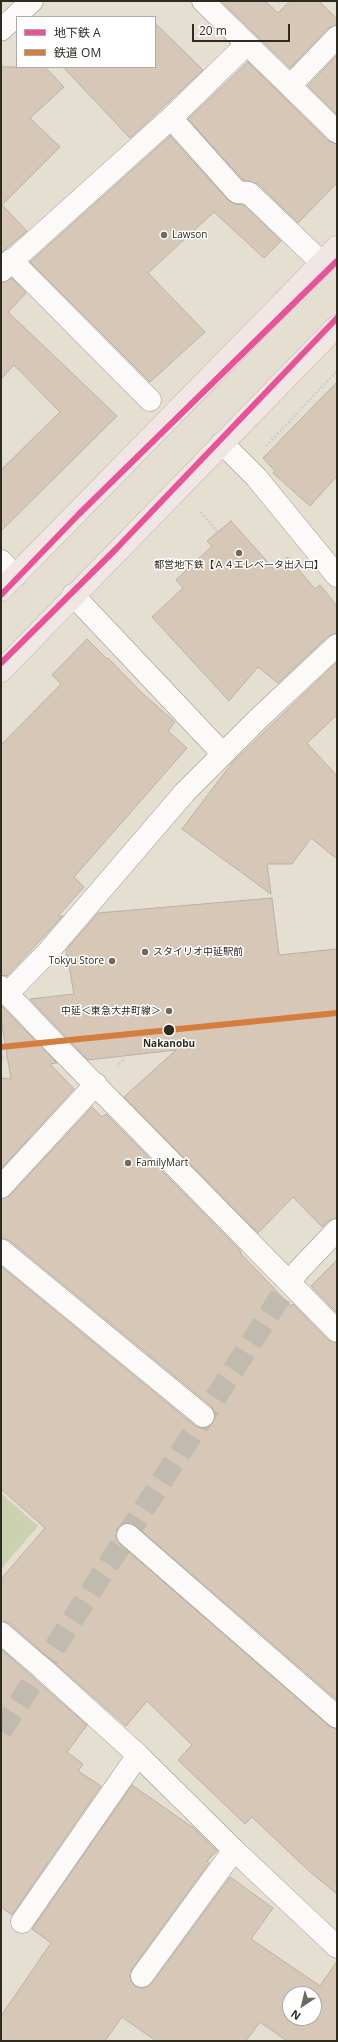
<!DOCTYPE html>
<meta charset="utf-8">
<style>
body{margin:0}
#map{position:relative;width:338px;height:2042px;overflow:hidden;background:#e4dfd1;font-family:"Open Sans","Noto Sans JP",sans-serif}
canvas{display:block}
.frame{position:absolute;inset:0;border:2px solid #2e2b21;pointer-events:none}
.legend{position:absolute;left:16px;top:16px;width:140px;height:52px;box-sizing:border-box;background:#fff;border:1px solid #abaaa6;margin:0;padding:5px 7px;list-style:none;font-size:12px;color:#2e2b21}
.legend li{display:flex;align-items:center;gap:8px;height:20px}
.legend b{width:20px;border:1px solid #abaaa6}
.north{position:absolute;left:282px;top:1986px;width:40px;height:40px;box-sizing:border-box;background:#fff;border:1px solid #abaaa6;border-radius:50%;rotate:215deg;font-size:11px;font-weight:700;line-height:16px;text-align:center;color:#2e2b21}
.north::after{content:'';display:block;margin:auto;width:14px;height:18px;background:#6e6a5f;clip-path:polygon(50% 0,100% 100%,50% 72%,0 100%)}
.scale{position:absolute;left:192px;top:24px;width:98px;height:18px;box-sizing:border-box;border:2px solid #2e2b21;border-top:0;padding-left:5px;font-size:12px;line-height:14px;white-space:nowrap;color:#2e2b21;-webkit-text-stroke:3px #fff;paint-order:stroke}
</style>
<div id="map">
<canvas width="338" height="2042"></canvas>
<div class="frame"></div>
<ul class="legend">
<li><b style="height:5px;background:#e85298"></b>地下鉄 A</li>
<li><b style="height:5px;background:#d47d3e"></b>鉄道 OM</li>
</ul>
<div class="north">N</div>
<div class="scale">20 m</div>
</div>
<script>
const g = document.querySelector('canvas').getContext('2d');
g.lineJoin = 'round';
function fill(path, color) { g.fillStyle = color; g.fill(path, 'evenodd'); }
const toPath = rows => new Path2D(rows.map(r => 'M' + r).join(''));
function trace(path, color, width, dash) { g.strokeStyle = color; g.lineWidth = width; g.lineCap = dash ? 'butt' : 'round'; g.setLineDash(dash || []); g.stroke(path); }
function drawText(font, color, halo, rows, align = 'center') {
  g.font = font + ' "Open Sans","Noto Sans JP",sans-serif'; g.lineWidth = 3; g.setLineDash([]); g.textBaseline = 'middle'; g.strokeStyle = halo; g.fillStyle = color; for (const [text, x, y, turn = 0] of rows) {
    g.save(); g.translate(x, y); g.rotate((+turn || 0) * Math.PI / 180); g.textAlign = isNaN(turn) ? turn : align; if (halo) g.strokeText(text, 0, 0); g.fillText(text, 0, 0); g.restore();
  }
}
fill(toPath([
 [1,1493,38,1526,1,1569]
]), '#cad2b0');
const building = toPath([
 [221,1,265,1,278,13,290,1,319,1,337,19,337,25,328,28,290,68,221,1],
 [155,23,203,70,130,138,63,67,155,67,155,23],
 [337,55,337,115,308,86,337,55],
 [248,62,328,141,337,144,337,183,298,223,258,184,243,180,188,119,248,62],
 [1,67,45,67,64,87,30,118,60,147,2,205,27,231,1,253,1,67],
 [170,136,228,200,235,204,244,205,281,241,264,258,214,212,148,273,205,332,150,382,30,262,170,136],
 [12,278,26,293,8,312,117,416,1,531,1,470,60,412,14,365,1,379,1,283,12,278],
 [337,382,337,476,310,506,273,473,275,471,263,458,337,382],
 [231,521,274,569,288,557,315,589,320,585,337,606,337,633,328,636,278,683,258,667,229,701,152,617,183,588,176,580,212,546,207,541,231,521],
 [87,639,107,659,108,658,142,693,175,722,168,731,187,748,74,877,84,887,58,916,63,916,61,918,7,976,1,975,1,745,61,684,52,675,87,639],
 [337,662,337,715,307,743,337,776,337,859,311,838,292,864,267,864,271,894,182,829,232,763,337,662],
 [272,898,279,955,337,949,337,1218,328,1221,322,1227,293,1197,258,1233,124,1097,176,1050,88,1060,30,999,74,994,66,950,98,913,272,898],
 [1,1005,57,1063,50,1064,74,1089,1,1169,1,1078,11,1079,1,1019,1,1005],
 [92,1107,102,1117,106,1114,240,1250,241,1254,291,1306,293,1304,328,1340,337,1343,337,1700,136,1526,130,1523,124,1523,118,1527,116,1533,116,1539,120,1544,329,1726,337,1729,337,1894,309,1871,252,1817,245,1824,178,1760,192,1745,147,1701,126,1726,9,1623,1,1621,1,1579,45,1528,1,1489,1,1266,195,1426,201,1428,207,1428,212,1424,215,1418,215,1412,211,1406,9,1240,1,1238,1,1199,10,1195,92,1107],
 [337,1260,337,1313,311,1286,337,1260],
 [1,1649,87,1725,67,1752,83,1764,78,1771,101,1786,12,1915,1,1907,1,1649],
 [132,1785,195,1829,217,1851,207,1861,209,1863,132,1969,130,1975,131,1981,135,1986,141,1988,147,1987,152,1983,230,1877,273,1908,251,1939,320,1986,337,1961,337,2041,287,2041,260,2022,246,2041,156,2041,122,2017,105,2041,1,2041,1,2016,51,1943,32,1929,132,1785],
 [290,1994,314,1994,314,2018,290,2018,290,1994]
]);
fill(building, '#d7c7b7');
trace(building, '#b7b1a7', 1);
trace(toPath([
 [1,1731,290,1282]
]), '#c0bbae', 22, [22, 11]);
const minor = toPath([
 [203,1,337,132],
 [1,30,32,1],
 [290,86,337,37],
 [171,118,237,192,249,193,322,263],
 [11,260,150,400],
 [1,271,171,118,247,44],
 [222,443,256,477,337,576],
 [1,561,15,576],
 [73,595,223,754],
 [1,987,62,1051,337,1331],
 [8,993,48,952,185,792,258,719,337,645],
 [1,1187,96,1084],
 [1,1250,203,1416],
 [290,1282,299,1270,337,1230],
 [128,1535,337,1717],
 [1,1633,42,1668,138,1755,234,1850,337,1947],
 [22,1922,138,1755],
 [142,1976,234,1850]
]);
const highway = toPath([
 [1,590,337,247],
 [1,671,337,326]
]);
trace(minor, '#9c988d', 23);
trace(highway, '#bfb2ac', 23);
trace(toPath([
 [266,446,337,371],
 [201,512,220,535],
 [60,1008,122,1002,123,1060,117,1066],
 [152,1010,152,1014],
 [122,1017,162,1013],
 [1,1058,25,1055]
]), '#cfcdc9', 2.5, [2, 2]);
trace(minor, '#fbfaf8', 22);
trace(highway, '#f0e7e5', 22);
trace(toPath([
 [1,1047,337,1013]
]), '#d47d3e', 6);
trace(toPath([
 [1,595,79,514,337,261],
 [1,663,116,549,337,318]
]), '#e85298', 6);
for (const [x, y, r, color] of [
 [164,235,4,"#6e6a5f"],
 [239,553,4,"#6e6a5f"],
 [145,952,4,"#6e6a5f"],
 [112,961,4,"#6e6a5f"],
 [169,1011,4,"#6e6a5f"],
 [169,1030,6,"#2e2b21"],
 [128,1163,4,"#6e6a5f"]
]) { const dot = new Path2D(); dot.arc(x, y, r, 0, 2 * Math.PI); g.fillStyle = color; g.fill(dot); trace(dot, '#fff', 1.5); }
drawText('10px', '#2e2b21', '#fff', [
 ["Lawson",172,235],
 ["都営地下鉄【Ａ４エレベータ出入口】",239,565,"center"],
 ["スタイリオ中延駅前",153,952],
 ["Tokyu Store",104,961,"right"],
 ["中延＜東急大井町線＞",161,1011,"right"],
 ["FamilyMart",136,1163]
], 'left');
drawText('bold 10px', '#2e2b21', '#fff', [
 ["Nakanobu",169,1044]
]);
</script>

......

**WHAT THIS TASK INVOLVES**
State how many lines in the material contain "function", giving nothing besides the count.

**REPLY**
3